The United States Supreme Court, in considering the definition of dangerous weapon in the context of a federal statute,4 has stated:
[A] gun is an article that is typically and characteristically dangerous; the use for which it is manufactured and sold is a dangerous one, and the law reasonably may presume that such an article is always dangerous even though it may not be armed at a particular time or place. In addition, the display of a gun instills fear in the average citizen; as a consequence, it creates an immediate danger that a violent response will ensue.
McLaughlin v. United States, 476 U.S. 16, 17-18, 106 S.Ct. 1677, 1678, 90 L.Ed.2d 15 (1986). We believe that such a definition of “dangerous” is applicable to cases involving a violation of departmental regulations prohibiting the unauthorized possession of dangerous weapons on base. Therefore, we conclude that a charge of violating Article 1159 of U.S. Navy Regulations by wrongfully possessing an unloaded handgun aboard a naval station involves a definition of dangerous *750weapon similar to that used for the offense of carrying a concealed weapon. That is, we will look to its purpose or design. See United States v. Bussard, 31 C.M.R. 448, 1961 WL 4604 (N.B.R.1961); United States v. Fanning, 25 C.M.R. 717, 1957 WL 4662 (N.B.R.1957). We presume that all guns, whether loaded or not, are dangerous weapons in cases involving alleged violations of Article 1159 of U.S. Navy Regulations.

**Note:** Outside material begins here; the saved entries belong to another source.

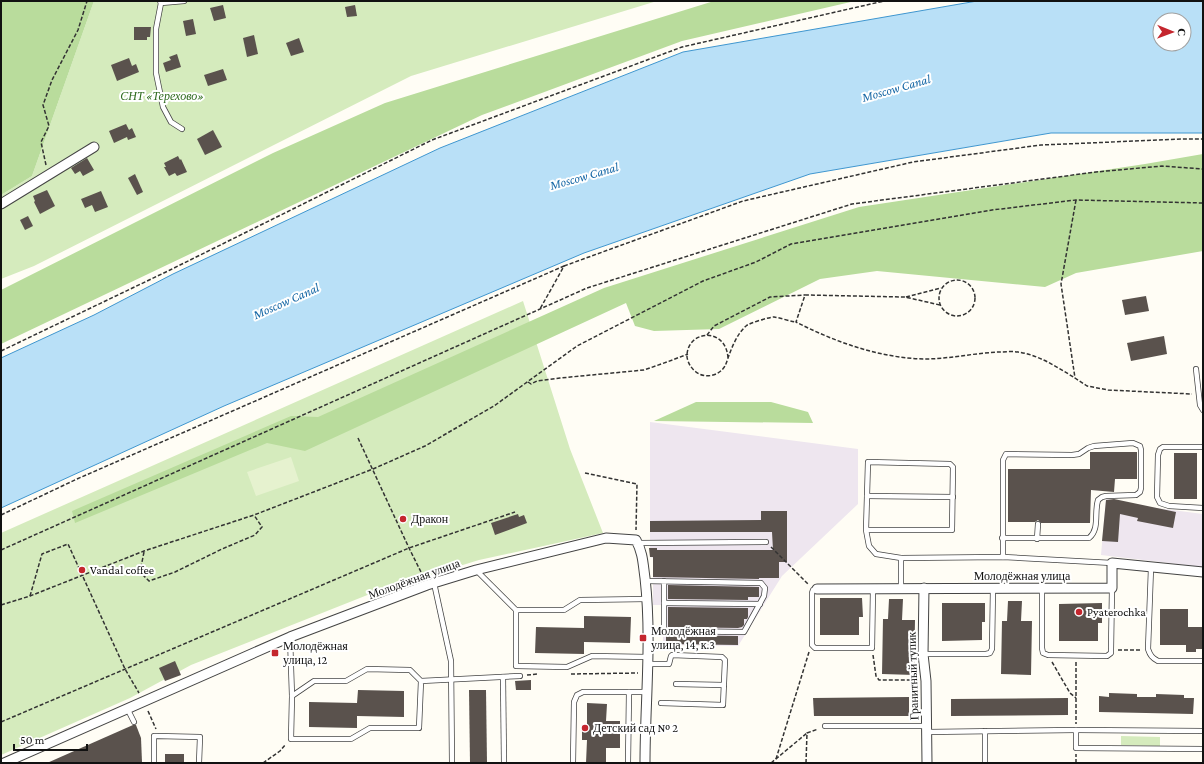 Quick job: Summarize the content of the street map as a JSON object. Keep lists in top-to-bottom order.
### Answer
{
  "streets": {
    "street": ["Молодёжная улица", "Гранитный тупик"]
  },
  "crossings": [
    ["Молодёжная улица", "Гранитный тупик"]
  ],
  "water": ["Moscow Canal"],
  "parks": ["СНТ «Терехово»"],
  "places": {
    "other": [
      "Дракон",
      "Vandal coffee",
      "Pyaterochka",
      "Детский сад № 2"
    ],
    "transit": ["Молодёжная улица, 14, к.3", "Молодёжная улица, 12"]
  },
  "scale_bar": "50 m",
  "north": "right"
}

Also, this interpretation will support the obvious intent behind the Secretary’s prohibition. The interests of good order and discipline aboard naval vessels, aircraft, vehicles and installations require that the unauthorized possession of dangerous weapons be prohibited. This necessarily includes the unauthorized possession of unloaded handguns because they are able to be quickly and easily loaded and are designed to be fired. They are designed for no other purpose.
In light of the above, the appellant’s admission on the record that the unloaded handgun was a dangerous weapon was appropriate. Record at 22. He admitted all of the elements of the offense, and we find no substantial basis to reject his guilty plea. United States v. Vega, 39 M.J. 79 (C.M.A. 1994); United States v. Prater, 32 M.J. 433 (C.M.A.1991).
The second assignment of error also lacks merit. The notation in the referral block to convening order “54-93” instead of convening order “51-93” was obviously only a scrivener’s error. The appellant did not object to this error at trial and it was therefore waived. Rule for Courts-Martial 905(b) and (e). Such an error in the referral of the charges is not jurisdictional in nature. United States v. King, 28 M.J. 397 (C.M.A.1989). It also did not prejudice the substantial rights of the appellant. Article 59(a), UCMJ.
Accordingly, the findings and sentence, as approved on review below, are affirmed.
Senior Judge MOLLISON and Judge CLARK concur.